Not Going Even a Bit Postal
After a Crushing Delivery
Cram it in the mailbox. Doesn’t fit? Doesn’t matter. The mail must be delivered. If it gets in the box, that counts as delivered, even though cramming is damaging.
I have a precious (albeit cracked and mended) cup that was wedged in a too-tight mailbox. I’ve pried packages from mailboxes. Recently, a flat package with a hard surface was folded and then pushed into the mailbox. At least the letter carrier didn’t do a complete fold and was satisfied with a bend, so the gift doesn’t have a hard crease all down the middle.
The hard crease is only the top inch of the mat of the original watercolor painting I received. I glanced at the painting for only a moment, and then I focused on the crease. Then I focused on the slight bowed shape of the painting.
The mail carrier is busy, busy. She has a schedule to meet. I’m in a Facebook group for the development where I live, so I know far too many people received damaged mail. I suppose I should be grateful that the gift even arrived at my address. I am, but I’m not grateful for the damage.
I flashed on writing a nasty note to the carrier. I imagined taking a photo of the painting with its bowed shape and crease at the top. I would print the photo, add a not-so-nice note, and place it in the mailbox with the flag up. I also would post that photo on my social media group and sit back and wait for multiple angry notifications as others shared their own mail woes. We could have a collective bitchfest/mini-rage about the mail. I also imagined reporting the carrier to the post office and having her reprimanded.
As I devised my small acts of vengeance and savored the fruits of my anger, I also imagined describing the painting rather than taking a photo. I then realized that I was so invested in being angry that I didn’t really know what the painting looked like.
That stopped me short. My energy was so caught up in anger, spreading the negativity, and contemplating acts of vengeance that I didn’t even know the basics of the painting that had only minimal damage.
I stopped complaining and looked at the painting. The multicolored flowers greet a swallowtail butterfly hovering above them. Looking closer, I realized that it isn’t exactly a swallowtail, but it has similarities. It has deep blue in several shades, so I know my gift giver paid attention when she was here. She noticed the blue throughout my house and knows it’s a color I love. She also noticed that the color isn’t overwhelming. The blue in the painting is subtle—it is only a part of the painting, just like blue is only a part of what could loosely be called the “décor” in my house. The flowers are masses of colors and shapes, just like my flowerbeds.

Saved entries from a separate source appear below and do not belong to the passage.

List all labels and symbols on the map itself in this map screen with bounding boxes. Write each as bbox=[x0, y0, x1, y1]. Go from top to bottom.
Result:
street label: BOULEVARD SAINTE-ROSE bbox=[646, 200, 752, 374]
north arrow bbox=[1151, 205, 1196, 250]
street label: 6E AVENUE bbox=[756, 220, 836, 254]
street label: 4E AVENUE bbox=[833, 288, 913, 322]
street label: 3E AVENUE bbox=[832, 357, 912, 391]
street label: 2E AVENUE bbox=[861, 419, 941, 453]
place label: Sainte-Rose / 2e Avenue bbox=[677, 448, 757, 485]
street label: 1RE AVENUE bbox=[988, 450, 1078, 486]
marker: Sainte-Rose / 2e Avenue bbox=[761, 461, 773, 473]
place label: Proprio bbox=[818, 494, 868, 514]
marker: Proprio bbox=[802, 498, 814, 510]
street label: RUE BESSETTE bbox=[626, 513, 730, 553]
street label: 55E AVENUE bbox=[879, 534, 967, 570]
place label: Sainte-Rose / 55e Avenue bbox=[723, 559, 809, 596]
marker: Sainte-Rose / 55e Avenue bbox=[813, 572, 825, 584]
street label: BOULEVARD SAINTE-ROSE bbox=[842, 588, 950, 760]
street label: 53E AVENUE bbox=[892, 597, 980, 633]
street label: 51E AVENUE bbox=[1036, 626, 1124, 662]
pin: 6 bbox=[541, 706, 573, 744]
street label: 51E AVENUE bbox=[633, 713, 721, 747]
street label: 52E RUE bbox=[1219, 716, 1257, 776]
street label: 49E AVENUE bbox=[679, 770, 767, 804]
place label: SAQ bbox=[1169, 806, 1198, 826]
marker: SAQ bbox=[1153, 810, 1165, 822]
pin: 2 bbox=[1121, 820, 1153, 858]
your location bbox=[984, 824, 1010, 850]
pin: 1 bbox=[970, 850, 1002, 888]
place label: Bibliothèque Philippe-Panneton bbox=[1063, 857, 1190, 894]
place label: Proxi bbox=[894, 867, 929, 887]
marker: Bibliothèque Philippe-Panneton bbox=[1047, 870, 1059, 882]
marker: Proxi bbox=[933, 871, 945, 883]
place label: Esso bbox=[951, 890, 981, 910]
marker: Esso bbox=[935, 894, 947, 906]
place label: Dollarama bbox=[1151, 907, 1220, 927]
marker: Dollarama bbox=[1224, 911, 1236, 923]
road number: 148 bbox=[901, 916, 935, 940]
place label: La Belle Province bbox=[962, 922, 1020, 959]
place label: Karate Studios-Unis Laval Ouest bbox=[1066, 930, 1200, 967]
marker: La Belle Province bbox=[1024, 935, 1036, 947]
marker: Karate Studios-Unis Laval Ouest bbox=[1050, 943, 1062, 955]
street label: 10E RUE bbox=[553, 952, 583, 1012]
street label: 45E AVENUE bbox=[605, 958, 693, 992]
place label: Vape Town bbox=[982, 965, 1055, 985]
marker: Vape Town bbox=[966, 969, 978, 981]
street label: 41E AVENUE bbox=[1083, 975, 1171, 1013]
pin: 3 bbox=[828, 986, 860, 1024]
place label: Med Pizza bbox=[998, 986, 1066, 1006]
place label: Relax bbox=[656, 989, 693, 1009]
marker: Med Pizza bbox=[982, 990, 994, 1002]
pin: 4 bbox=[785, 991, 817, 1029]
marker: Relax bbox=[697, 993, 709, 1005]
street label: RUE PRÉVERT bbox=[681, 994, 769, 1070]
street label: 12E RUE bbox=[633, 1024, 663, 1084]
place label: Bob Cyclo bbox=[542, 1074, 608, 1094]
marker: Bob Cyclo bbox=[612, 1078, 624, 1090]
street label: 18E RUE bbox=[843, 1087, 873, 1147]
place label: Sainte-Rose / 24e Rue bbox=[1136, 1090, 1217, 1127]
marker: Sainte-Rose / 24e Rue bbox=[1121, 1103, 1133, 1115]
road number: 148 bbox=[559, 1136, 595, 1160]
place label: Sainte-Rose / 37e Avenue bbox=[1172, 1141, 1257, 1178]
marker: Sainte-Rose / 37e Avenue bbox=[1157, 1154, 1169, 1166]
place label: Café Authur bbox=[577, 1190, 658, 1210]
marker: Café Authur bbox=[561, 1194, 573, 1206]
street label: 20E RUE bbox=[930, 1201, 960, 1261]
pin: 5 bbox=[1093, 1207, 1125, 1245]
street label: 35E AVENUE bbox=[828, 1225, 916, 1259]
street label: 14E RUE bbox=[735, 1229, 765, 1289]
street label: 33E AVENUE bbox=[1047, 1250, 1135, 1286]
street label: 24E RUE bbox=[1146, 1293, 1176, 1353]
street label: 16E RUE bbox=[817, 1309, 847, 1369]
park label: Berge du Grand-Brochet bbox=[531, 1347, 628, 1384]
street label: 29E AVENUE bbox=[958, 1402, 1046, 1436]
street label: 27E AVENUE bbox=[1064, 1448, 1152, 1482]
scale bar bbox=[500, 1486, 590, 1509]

I spent so much energy thinking about how I would wreak vengeance and express my anger at the mail carrier, that I missed the painting. I missed the colors. I missed the attention. I missed the details.
Anger does that. It obscures most of what is happening with the red film that covers one’s eyes. It isn’t an attractive film. It’s less attractive when the film obscures reason and one then acts on the anger.
I’m relieved that I didn’t vent and complain on social media. I didn’t take photos and leave a nasty note for the letter carrier. Instead, I looked at the painting and focused on what matters to me. I focused on what kind of response I want to make in my life to things that bother me. I focused on the beauty of the painting. Does it have a flaw? Yes, but the flaw is in the mat, not the art. Will I cover the flaw when I frame it and hang it? No, I won’t. It is a good reminder to skip anger and go to what matters in my life: art, beauty, gratitude.